Puis appelant du geste Espérat qui le regarde, il ajoute :

— Viens ça…, c’est sur toi que Napoléon s’appuiera pour gagner son gîte.

Et la main sur l’épaule du jeune garçon, il se rend à la maison de poste. Le maître du logis, déjà réveillé par les allées et venues des troupes, met une chambre à la disposition de l’Empereur.

Celui-ci étale les cartes rapportées par de Caulaincourt, il les examine, réfléchit et parle :

— Si j’avais mon armée ici… tout serait réparé… Alexandre de Russie est vaniteux, il brûle de parader dans la grande cité parisienne… Demain sans doute, il y passera une revue et aura une partie de ses régiments sur la rive droite de la Seine ; l’autre sur la rive gauche… Si j’avais mon armée, je les écraserais tous ;… la grandeur de la France serait refaite… mais je ne l’aurai que dans trois ou quatre jours.

— L’armée viendra, insinua Caulaincourt, et dans quelques jours, Votre Majesté fera ce qu’elle ferait aujourd’hui.

Il n’acheva pas.
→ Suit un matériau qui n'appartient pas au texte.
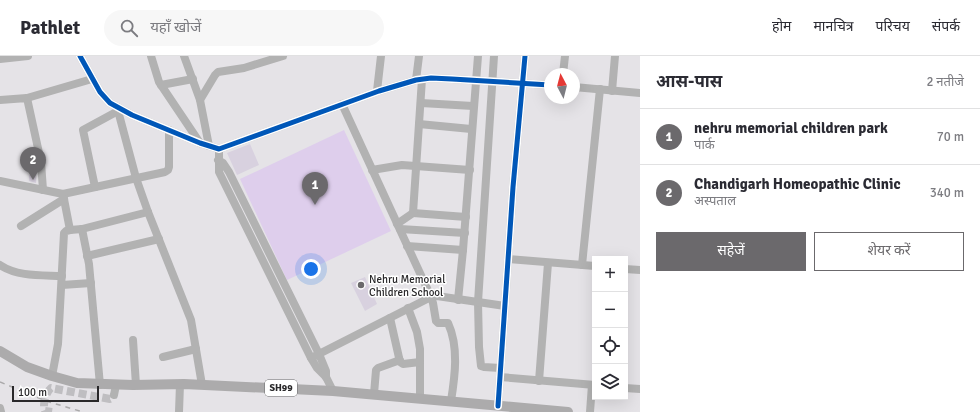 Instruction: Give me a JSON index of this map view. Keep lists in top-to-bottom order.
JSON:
{
  "streets": {
    "main road": ["SH99"]
  },
  "places": ["Nehru Memorial Children School"],
  "scale_bar": "100 m",
  "north": "top",
  "page": {
    "header": "Pathlet",
    "search": "यहाँ खोजें",
    "nav": [
      "होम",
      "मानचित्र",
      "परिचय",
      "संपर्क"
    ],
    "heading": ["आस-पास", "2 नतीजे"],
    "list": [
      {
        "mark": "1",
        "name": "nehru memorial children park",
        "note": "पार्क",
        "value": "70 m"
      },
      {
        "mark": "2",
        "name": "Chandigarh Homeopathic Clinic",
        "note": "अस्पताल",
        "value": "340 m"
      }
    ],
    "pins": ["2", "1"],
    "buttons": ["सहेजें", "शेयर करें"],
    "map_buttons": ["+", "−"],
    "scale": "100 m"
  }
}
L’Empereur lui avait saisi les mains ;

— Ah ! mon pauvre ami…, vous ne connaissez pas les hommes… Trois journées… deux même, vous ignorez ce que l’intrigue peut faire en un temps si court. Que de partisans je perdrai… je les connais, moi… je les nommerais tous… C’est un bonheur que l’Impératrice ait quitté Paris… c’est une enfant, on se serait servi d’elle contre moi et Dieu sait quels actes on lui aurait arrachés[1] !

Et marchant à grands pas dans la chambre.

— Sortez tous, dit-il enfin… sauf vous, Caulaincourt, sauf toi, Espérat.

  1. Ces paroles étaient prophétiques. La conduite ultérieure de Marie-Louise ne les justifia que trop.